The Patellar Tendon Reflex, commonly known as the knee jerk test, is a routine procedure performed during a neurological examination. This quick test involves tapping the tendon below the kneecap to observe the involuntary leg extension that follows. The response provides immediate, objective information about the function of the peripheral and central nervous systems. By evaluating the reflex, doctors gain insight into whether the nerves, spinal cord, or muscles responsible for this action are working correctly.
The Anatomy of the Patellar Reflex Arc
The knee jerk is a classic example of a stretch reflex, operating through a simple circuit called a reflex arc. This arc is monosynaptic, meaning the sensory signal transfers directly to the motor signal with only one connection (synapse) between the neurons within the spinal cord. The reflex begins when tapping the patellar tendon causes a sudden, slight stretch of the quadriceps muscle.

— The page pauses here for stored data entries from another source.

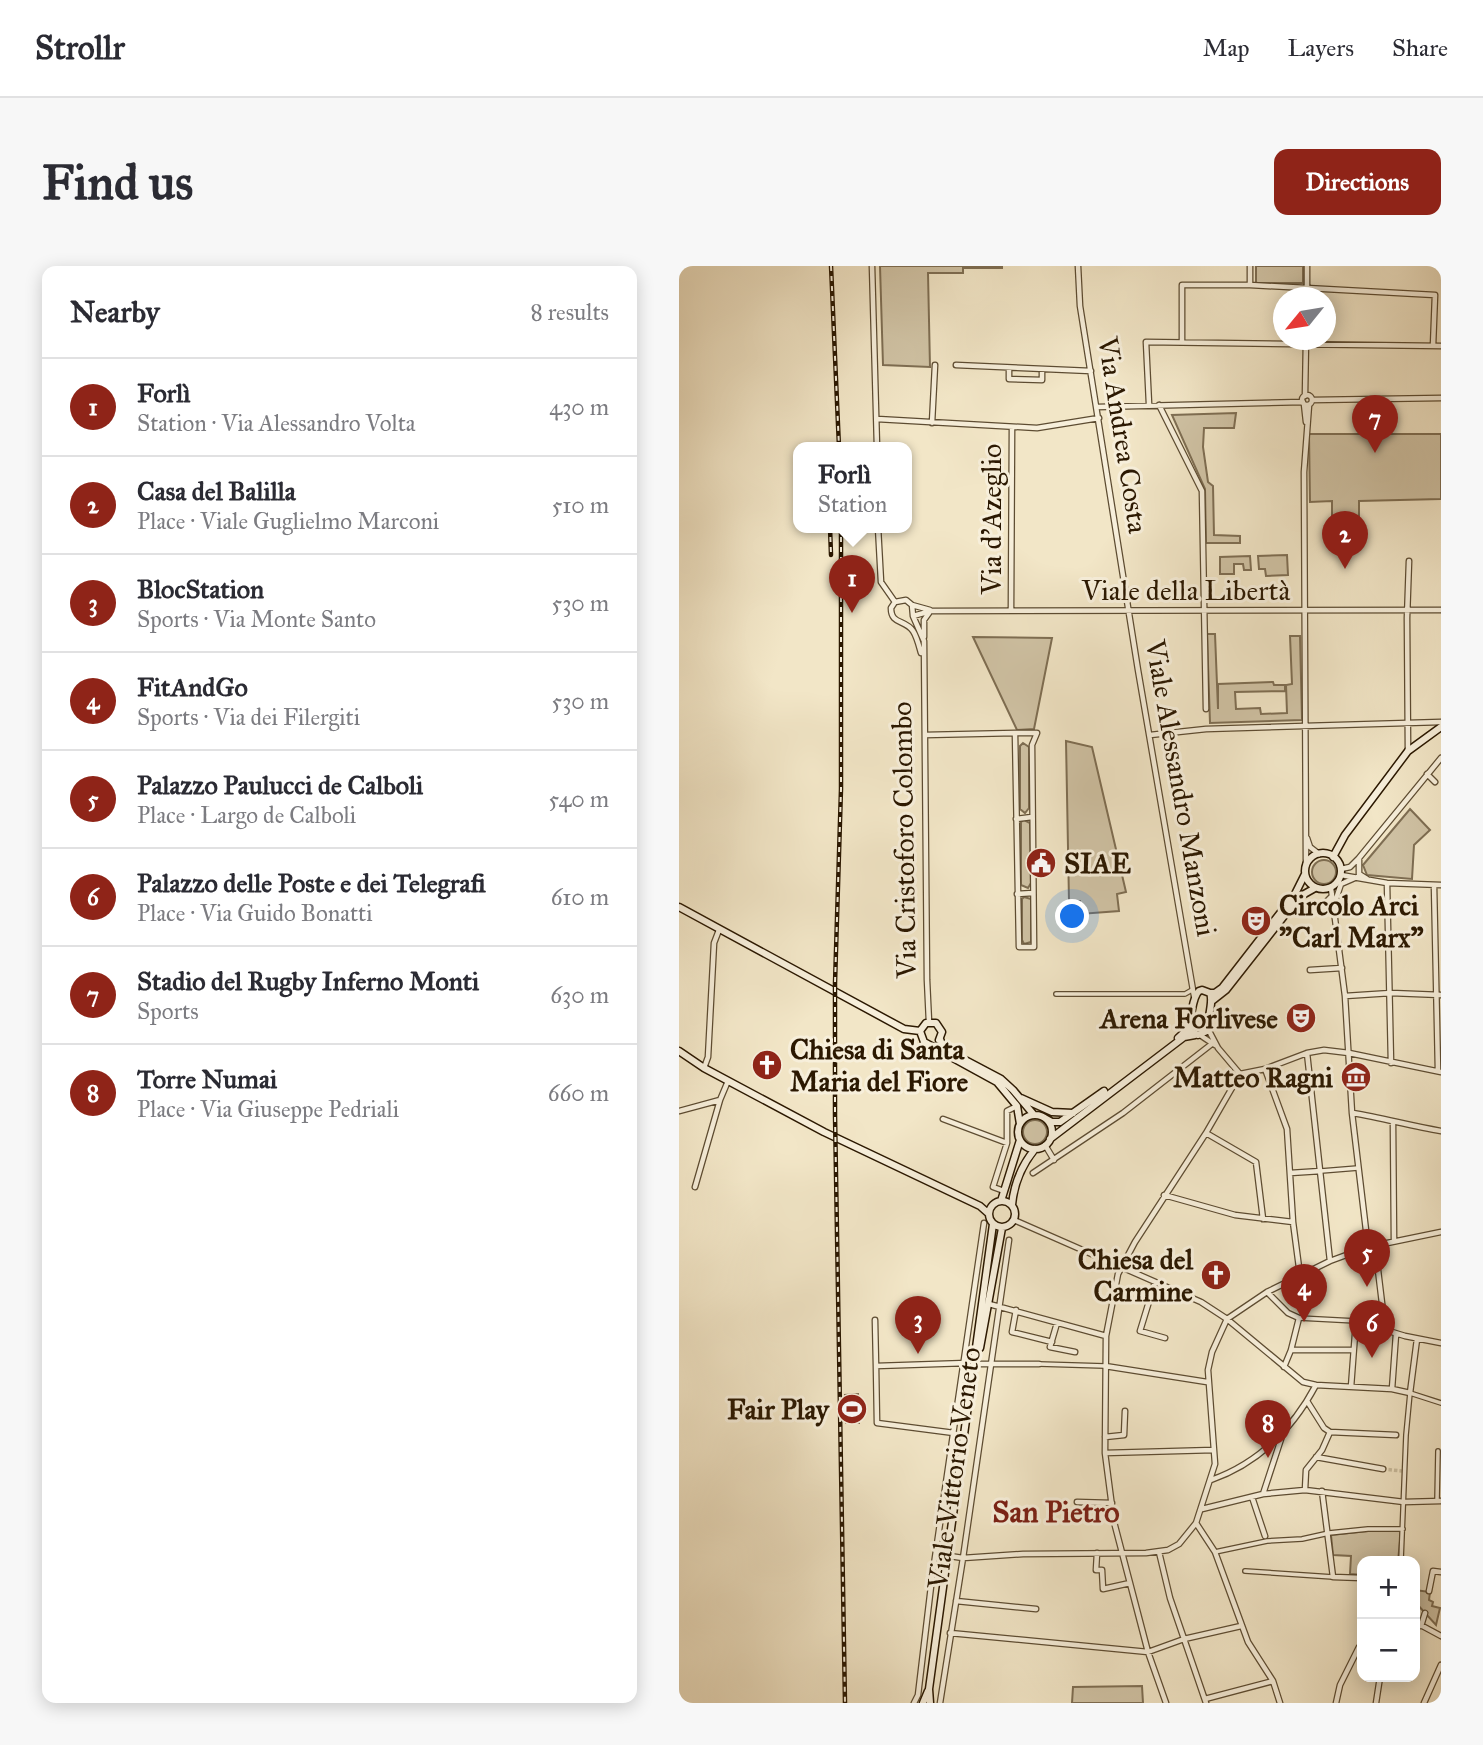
<!DOCTYPE html>
<meta charset="utf-8">
<style>
:root{--surface:#fff;--page:#f7f7f7;--text:#2b2b33;--muted:#7c7c81;--line:#e1e1e2;--accent:#8f2418}
body{margin:0;font-family:"IM FELL Great Primer",serif;background:var(--page);color:var(--text)}
.controls{position:absolute;right:21px;bottom:21px;display:grid;overflow:hidden;border-radius:14px;box-shadow:0 4px 18px #0003}
.controls button{width:63px;height:63px;display:grid;place-items:center;padding:0;border:0;border-bottom:2px solid var(--line);background:var(--surface);color:var(--text);font:35px sans-serif}
.compass{position:absolute;left:594px;top:21px;width:63px;height:63px;border-radius:50%;background:var(--surface);box-shadow:0 4px 18px #0003;rotate:240deg}
.you{position:absolute;left:394px;top:651px;width:24px;height:24px;margin:-18px;border:5px solid #fff;border-radius:50%;background:#1a73e8;box-shadow:0 0 0 10px #1a73e833}
.badge{display:grid;place-items:center;width:46px;height:46px;border-radius:50%;background:var(--accent);color:#fff;font-size:23px;font-weight:700}
.pin{position:absolute;translate:-50% -58px;filter:drop-shadow(0 2px 4px #0008)}
.pin::after{content:'';position:absolute;top:37px;width:24px;height:21px;background:inherit;clip-path:polygon(0 0,100% 0,50% 100%)}
.popup{position:absolute;left:114px;top:176px;width:119px;height:91px;box-sizing:border-box;display:grid;place-content:center;border-radius:14px;background:var(--surface);filter:drop-shadow(0 2px 5px #0005);font-size:23px;white-space:nowrap;color:var(--muted)}
.popup b{font-size:26px;color:var(--text)}
.popup::after{content:'';position:absolute;left:50%;top:100%;margin-left:-14px;border:14px solid transparent;border-top-color:var(--surface)}
.list{margin:0;padding:0;list-style:none}
h2{display:flex;justify-content:space-between;align-items:center;height:91px;margin:0;padding:0 28px;font-size:30px}
h2 small{font-size:23px;font-weight:400;color:var(--muted)}
.list li{display:grid;grid-template-columns:46px 1fr auto;gap:21px;align-items:center;box-sizing:border-box;height:98px;padding:0 28px;border-top:2px solid var(--line)}
.list b{display:block;font-size:26px;white-space:nowrap}
.list p{margin:0;font-size:23px;white-space:nowrap;color:var(--muted)}
.list em{font-size:23px;font-style:normal;color:var(--muted)}
.map{position:relative;flex:none;width:762px;height:1437px;overflow:hidden;border-radius:14px}
header{display:flex;align-items:center;gap:42px;box-sizing:border-box;height:98px;padding:0 35px;background:var(--surface);border-bottom:2px solid var(--line)}
header strong{font-size:33px}
nav{display:flex;gap:38px;margin-inline-start:auto;font-size:24px}
.intro{display:flex;align-items:center;justify-content:space-between;box-sizing:border-box;height:168px;padding:0 42px}
h1{margin:0;font-size:49px}
.button{padding:18px 32px;border-radius:14px;background:var(--accent);color:#fff;font-size:24px;font-weight:700}
main{display:flex;gap:42px;padding:0 42px}
aside{flex:1;background:var(--surface);border-radius:14px;box-shadow:0 4px 18px #0003}
.map>svg:first-child{display:block}
.green{fill:#d0c3a5;stroke:#7e6e53;stroke-width:2}
.lines{fill:none;stroke-linecap:round;stroke-linejoin:round}
.pedestrian-tunnel{stroke:#cabd9f;stroke-width:3.5;stroke-dasharray:3.5 2;stroke-linecap:butt}
.pedestrian-casing{stroke:#5d4c32;stroke-width:6}
.minor-casing{stroke:#5d4c32;stroke-width:7}
.secondary-casing{stroke:#2b1801;stroke-width:9}
.pedestrian{stroke:#f7efdb;stroke-width:3.5}
.minor{stroke:#f7efdb;stroke-width:4.5}
.secondary{stroke:#f7efdb;stroke-width:6}
.rail-casing{stroke:#2b1801;stroke-width:4.5}
.rail{stroke:#f7efdb;stroke-width:2;stroke-dasharray:5;stroke-linecap:butt}
.labels{text-anchor:middle;dominant-baseline:central;stroke-width:6;stroke-linejoin:round;paint-order:stroke}
.street-label{font-size:28px;fill:#2b1801;stroke:#f7efdb}
.poi-label{font-size:28px;font-weight:bold;fill:#2b1801;stroke:#f7efdb;text-anchor:end}
.neighbourhood-label{font-size:30px;font-weight:bold;fill:#7a1f14;stroke:#f7efdb}
</style>
<header>
<strong>Strollr</strong>
<nav><a>Map</a><a>Layers</a><a>Share</a></nav>
</header>
<div class="intro"><h1>Find us</h1><a class="button">Directions</a></div>
<main>
<aside>
<h2>Nearby<small>8 results</small></h2>
<ul class="list">
<li><span class="badge">1</span><div><b>Forlì</b><p>Station · Via Alessandro Volta</p></div><em>430 m</em></li>
<li><span class="badge">2</span><div><b>Casa del Balilla</b><p>Place · Viale Guglielmo Marconi</p></div><em>510 m</em></li>
<li><span class="badge">3</span><div><b>BlocStation</b><p>Sports · Via Monte Santo</p></div><em>530 m</em></li>
<li><span class="badge">4</span><div><b>FitAndGo</b><p>Sports · Via dei Filergiti</p></div><em>530 m</em></li>
<li><span class="badge">5</span><div><b>Palazzo Paulucci de Calboli</b><p>Place · Largo de Calboli</p></div><em>540 m</em></li>
<li><span class="badge">6</span><div><b>Palazzo delle Poste e dei Telegrafi</b><p>Place · Via Guido Bonatti</p></div><em>610 m</em></li>
<li><span class="badge">7</span><div><b>Stadio del Rugby Inferno Monti</b><p>Sports</p></div><em>630 m</em></li>
<li><span class="badge">8</span><div><b>Torre Numai</b><p>Place · Via Giuseppe Pedriali</p></div><em>660 m</em></li>
</ul>
</aside>
<div class="map">
<svg width="762" height="1437" viewBox="0 0 762 1437">
<rect width="100%" height="100%" fill="#f2e6c7"/>
<filter id="stains"><feTurbulence type="fractalNoise" baseFrequency=".00286" numOctaves="4"/><feColorMatrix values="0 0 0 0 .2 0 0 0 0 .09 0 0 0 0 .02 0 0 0 .5 -.17"/></filter>
<radialGradient id="worn" r=".72"><stop offset=".6" stop-color="#630" stop-opacity="0"/><stop offset="1" stop-color="#630" stop-opacity=".3"/></radialGradient>
<!-- green -->
<path class="green" d="M201 0H323V2H284V7H249L251 101 204 99Z
M577 0H624V17H577Z
M557 147 555 162H525L524 181 529 216 534 220 535 269 561 270V277H527L526 223 493 149Z
M630 168H762V233L680 235V259H653V235L631 236Z
M608 289 609 309 587 310 586 303H580L579 290Z
M571 290 572 304H565L564 298H555V308H541V291Z
M528 368H536L539 443V418L594 416 595 419H606V425L556 426 557 443 581 442 582 448 608 447 607 419 613 418 611 370H621L623 454 531 457Z
M294 371 373 372 355 463 338 464Z
M387 475 413 481 447 626 438 628 440 645 401 648V635H390Z
M344 477 350 481V542L346 547 341 543V480Z
M731 543 751 564 735 579 733 613 688 609 684 599Z
M345 554 351 557 352 617 349 622 342 619V556Z
M633 606a12 12 0 1 1 24 0a12 12 0 1 1-24 0Z
M345 631 352 633V676L345 678 343 674V633Z
M344 866a12 12 0 1 1 24 0a12 12 0 1 1-24 0Z
M179 1128 180 1157H167L166 1129Z
M689 1265H722L719 1295H683V1309L671 1308 672 1290 654 1289 652 1269Z
M736 1324 751 1326 750 1334 754 1336 753 1340 761 1342 757 1359 736 1336Z
M463 1420 464 1437H393L394 1421Z"/>
<g class="lines">
<!-- pedestrian-tunnel -->
<path class="pedestrian-tunnel" d="M704 1203 723 1205"/>
<!-- pedestrian casing -->
<g class="pedestrian-casing">
<path id="pedestrian" d="M377 728H506L513 724
M642 905 679 902
M620 1052 677 1055
M360 1098 426 1100
M758 1235 759 1185
M536 1286 588 1275 623 1273 650 1267 689 1263H724
M722 1295 727 1169 731 1127 762 1137
M566 1305 654 1311"/>
</g>
<!-- minor casing -->
<g class="minor-casing">
<path id="minor" d="M193 0 198 181
M399 0 401 40 459 404 515 730
M628 0V32
M571 19V0
M503 75V19H571L756 29 754 80
M277 99 412 105
M330 102V113L363 114V104
M623 134a5 5 0 1 1 10 0a5 5 0 1 1-10 0Z
M626 130 627 74
M633 134 762 132
M470 138 467 76 762 80
M625 138 627 156
M480 139 523 225 527 443
M418 141 624 136
M198 153 358 162 420 152
M253 157 256 99
M199 261 202 316 216 336
M216 336 227 334 233 339 234 350 245 375 248 714 250 756
M216 336 212 342C212 359 226 353 234 365 238 371 240 380 242 387
M233 339 251 344
M332 345 333 161
M234 350 252 345 762 344
M245 371V354L250 347
M336 467H358L353 479 355 681H340Z
M246 469 336 467
M471 469 527 463 762 456
M729 485 728 352 730 295
M748 508 756 516
M337 553 353 551
M628 572 631 581 640 588
M627 598 625 206 630 139
M662 603 671 601 679 593
M662 609 708 617 762 619
M688 613 680 608V592L762 492
M708 617 712 797
M755 619 759 805
M652 622 666 730 673 847 689 981
M338 628 354 627
M656 636 662 618 678 611
M645 638 653 630
M631 704 663 702
M666 730 712 727 762 729
M529 763 539 782 561 808
M521 769 536 779
M628 787 651 995
M25 802 29 791 35 677 40 664
M586 803 608 863 614 956 621 1009
M561 808 586 803 628 787 645 784 670 787 762 806
M0 845 41 834
M674 847C704 852 732 860 762 865
M264 853 328 877
M714 857 715 975
M527 867 577 896 584 953
M366 879 375 894
M354 907 444 847 534 777
M611 907 642 905
M16 921 41 834 49 815
M325 925 314 921 328 877V845L338 840
M485 929 556 949 614 956
M335 954 522 1036 548 1053 624 1116 637 1119 713 1123
M696 979 706 1062
M476 1016 461 1065 486 1072
M588 1026 609 1047 620 1052 612 1084 605 1101
M310 1038 427 1070
M337 1044 333 1066 373 1076
M196 1054 197 1100 288 1097
M378 1057 371 1081 396 1086
M717 1068 713 1123 731 1127 738 1073
M612 1084H674
M298 1098H360
M197 1100 198 1157 275 1167
M426 1100 528 1116
M672 1121 677 1055 726 1070 762 1077
M628 1135 645 1162 651 1166 717 1169
M426 1171 445 1169 446 1145
M426 1187 535 1184
M637 1191 704 1203
M532 1214C580 1197 613 1164 637 1119
M626 1224 627 1204 643 1184 651 1166
M643 1225 654 1311 683 1312
M584 1228 604 1167
M573 1231 586 1270
M398 1236 433 1237
M523 1243 584 1228 626 1224 725 1236 762 1235
M517 1257 536 1286 569 1376 594 1415 601 1437
M480 1286 491 1332 527 1437
M418 1287 417 1304H423L424 1323 451 1317
M257 1288 284 1292 344 1288 467 1287 489 1284 500 1278 517 1257 536 1198 529 1104 533 1086 548 1053 588 1026 651 995 689 981 762 966
M750 1325 754 1305 762 1306
M277 1335 357 1343
M736 1356 762 1370
M742 1360 746 1347
M271 1367 469 1386 505 1373 562 1360
M526 1433 594 1415
M235 1437 239 1429 253 1312 305 957
M261 1437 284 1292 330 974
M487 1437 469 1386 435 1256 426 1187 427 1070 439 1008 456 976 527 867 561 808
M657 1437 661 1419 680 1381 683 1382
M697 1437 701 1411
M745 1437 762 1399"/>
</g>
<!-- secondary casing -->
<g class="secondary-casing">
<path id="secondary" d="M626 605a18 18 0 1 1 36 0a18 18 0 1 1-36 0Z
M654 591 666 569 729 485 762 461
M0 641 225 763 241 765
M523 724 531 727C535 735 528 754 528 765L519 769 511 765C510 757 514 730 520 725Z
M531 727H536L543 722 616 628 626 608
M533 735 547 724 620 631 636 622
M241 765 245 776 318 816 338 840 341 858
M241 765 247 757H257L263 766 260 774
M499 772 510 762
M261 773 264 781 269 785 322 813 334 824 355 849
M0 785 25 802 145 866 301 940 310 948
M342 832 373 846 394 847
M339 866a17 17 0 1 1 34 0a17 17 0 1 1-34 0Z
M364 851 373 856H381L425 825
M371 873 505 771 516 769
M310 948a13 13 0 1 1 26 0a13 13 0 1 1-26 0Z
M322 935 341 874
M333 939C335 917 342 900 356 883
M301 1082 323 962
M244 1437 249 1425
M251 1437 250 1423 314 958"/>
</g>
<!-- pedestrian -->
<use href="#pedestrian" class="pedestrian"/>
<!-- minor -->
<use href="#minor" class="minor"/>
<!-- secondary -->
<use href="#secondary" class="secondary"/>
<!-- rail casing -->
<g class="rail-casing">
<path id="rail" d="M152 0 160 181
M151 261 152 289
M162 261V523L156 717V849L166 1437"/>
</g>
<!-- rail -->
<use href="#rail" class="rail"/>
</g>
<!-- icons -->
<defs>
<g id="civic-disc" transform="scale(1.575)"><circle r="9.5" fill="#8f2418" stroke="#f7efdb"/><path d="M-.6-6.5H3V-4.5H.6V-3L4-1V1h2V6H-6V1h2V-1L-.6-3ZM-1.2 2.5V6h2.4V2.5Z" fill="#fff"/></g>
<g id="theatre-disc" transform="scale(1.575)"><circle r="9.5" fill="#8f2418" stroke="#f7efdb"/><path d="M-5-5.5Q0-4 5-5.5V0Q5 5 0 6Q-5 5-5 0ZM-3.3-2.5H-1v1.5H-3.3ZM1-2.5H3.3v1.5H1ZM-2.8 1Q0 5.5 2.8 1Z" fill="#fff"/></g>
<g id="church-disc" transform="scale(1.575)"><circle r="9.5" fill="#8f2418" stroke="#f7efdb"/><path d="M-1.2-6h2.4v3.5h3.3v2.4h-3.3V6h-2.4V-.1h-3.3v-2.4h3.3Z" fill="#fff"/></g>
<g id="museum-disc" transform="scale(1.575)"><circle r="9.5" fill="#8f2418" stroke="#f7efdb"/><path d="M0-6L6-3V-2H-6V-3ZM-5-1h2V3h-2ZM-1-1h2V3h-2ZM3-1h2V3H3ZM-6 4H6V6H-6Z" fill="#fff"/></g>
<g id="stadium-disc" transform="scale(1.575)"><circle r="9.5" fill="#8f2418" stroke="#f7efdb"/><path d="M0-5a6.5 5 0 1 0 0 10a6.5 5 0 1 0 0-10ZM-3.5-1.8h7v3.6h-7Z" fill="#fff"/></g>
</defs>
<g fill-rule="evenodd">
<use href="#civic-disc" x="362" y="597"/>
<use href="#theatre-disc" x="577" y="655"/>
<use href="#theatre-disc" x="622" y="752"/>
<use href="#church-disc" x="88" y="799"/>
<use href="#museum-disc" x="677" y="811"/>
<use href="#church-disc" x="537" y="1009"/>
<use href="#stadium-disc" x="173" y="1143"/>
</g>
<g class="labels">
<!-- street labels -->
<g class="street-label">
<text transform="translate(444 169) rotate(81)">Via Andrea Costa</text>
<text transform="translate(312 253) rotate(-90)">Via d'Azeglio</text>
<text x="507" y="324">Viale della Libertà</text>
<text transform="translate(502 522) rotate(80)">Viale Alessandro Manzoni</text>
<text transform="translate(225 574) rotate(-91)">Via Cristoforo Colombo</text>
<text transform="translate(275 1202) rotate(-82)">Viale Vittorio Veneto</text>
</g>
<!-- poi labels -->
<g class="poi-label">
<text x="385" y="597" text-anchor="start">SIAE</text>
<text x="600" y="639" text-anchor="start">Circolo Arci<tspan x="600" dy="32">"Carl Marx"</tspan></text>
<text x="599" y="752">Arena Forlivese</text>
<text x="111" y="783" text-anchor="start">Chiesa di Santa<tspan x="111" dy="32">Maria del Fiore</tspan></text>
<text x="654" y="811">Matteo Ragni</text>
<text x="514" y="993">Chiesa del<tspan x="514" dy="32">Carmine</tspan></text>
<text x="150" y="1143">Fair Play</text>
</g>
<!-- neighbourhood labels -->
<g class="neighbourhood-label">
<text x="377" y="1246">San Pietro</text>
</g>
</g>
<rect width="100%" height="100%" filter="url(#stains)"/>
<rect width="100%" height="100%" fill="url(#worn)"/>
</svg>
<div class="controls">
<button>+</button>
<button>−</button>
</div>
<svg class="compass" viewBox="-18 -18 36 36"><path d="M0-13l5 13h-10z" fill="#e53935"/><path d="M0 13l5-13h-10z" fill="#7c7c81"/></svg>
<div class="you"></div>
<div class="pin badge" style="left:173px;top:347px">1</div>
<div class="popup"><b>Forlì</b>Station</div>
<div class="pin badge" style="left:666px;top:303px">2</div>
<div class="pin badge" style="left:239px;top:1088px">3</div>
<div class="pin badge" style="left:625px;top:1056px">4</div>
<div class="pin badge" style="left:688px;top:1021px">5</div>
<div class="pin badge" style="left:693px;top:1092px">6</div>
<div class="pin badge" style="left:696px;top:187px">7</div>
<div class="pin badge" style="left:589px;top:1192px">8</div>
</div>
</main>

Specialized sensory receptors, called muscle spindles, detect this stretch and send an impulse along a sensory neuron. This neuron travels through the femoral nerve and enters the spinal cord at the L2, L3, and L4 segments. It then connects directly with a motor neuron, which sends the signal back out to the quadriceps muscle, causing it to contract and the leg to kick forward. This entire pathway bypasses the brain, allowing for an extremely rapid response, often occurring in less than 20 milliseconds.
Technique for Eliciting the Reflex
To perform the test, the patient is typically seated with their legs hanging freely over the side of the examination table, ensuring the muscles are relaxed. This positioning allows the quadriceps to be stretched when the tendon is struck, and the lower leg can swing unimpeded. The doctor locates the patellar tendon, the tough cord just below the kneecap, and strikes it briskly with a reflex hammer.
The clinician observes the speed, force, and amplitude of the resulting leg movement. If the reflex is weak or cannot be elicited easily, a reinforcement technique known as the Jendrassik maneuver may be used. This involves asking the patient to interlock their fingers and pull them apart just as the tendon is tapped. The distraction generated by this action temporarily reduces the brain’s natural inhibitory input, making a subtle reflex more apparent.
Clinicians use a standard grading scale to quantify the response, typically ranging from 0 to 4.
Reflex Grading Scale
- Grade 0: The reflex is absent.
- Grade 1+: A diminished response.
- Grade 2+: An average, normal reflex.
- Grade 3+: A brisk response that may be normal or slightly exaggerated.
- Grade 4+: A very brisk response often accompanied by clonus (a rhythmic, involuntary muscle contraction).
Understanding Abnormal Reflex Responses
Hyporeflexia (Diminished or Absent Response)
A diminished (hyporeflexia) or absent (areflexia) response (Grade 1+ or 0) suggests a failure somewhere along the reflex arc itself. This finding often localizes the issue to the lower motor neuron (LMN) pathway.
Damage to the LMN pathway includes problems with the motor neurons in the spinal cord, the peripheral nerve (such as the femoral nerve), or the muscle itself. Conditions like peripheral neuropathy (common in diabetes) or compression of the spinal nerve roots at the L2-L4 level can reduce the reflex. Muscle diseases, such as muscular dystrophy, can also result in hyporeflexia because the muscle tissue is unable to contract effectively.
Hyperreflexia (Exaggerated Response)
In contrast, an exaggerated or hyperactive reflex (Grade 3+ or 4+) indicates a problem in the upper motor neuron (UMN) pathway. UMNs originate in the brain and descend to the spinal cord, normally exerting an inhibitory influence on the reflex arc.
When the UMN pathway is damaged, this inhibition is lost, causing the spinal cord reflexes to become overly sensitive. Hyperreflexia can be a sign of conditions affecting the brain or spinal cord above the reflex’s level, such as a stroke, multiple sclerosis, or a spinal cord injury. An asymmetrical response, where one leg is significantly different from the other, helps the doctor distinguish between a central nervous system issue and a peripheral nerve issue, guiding further diagnostic testing.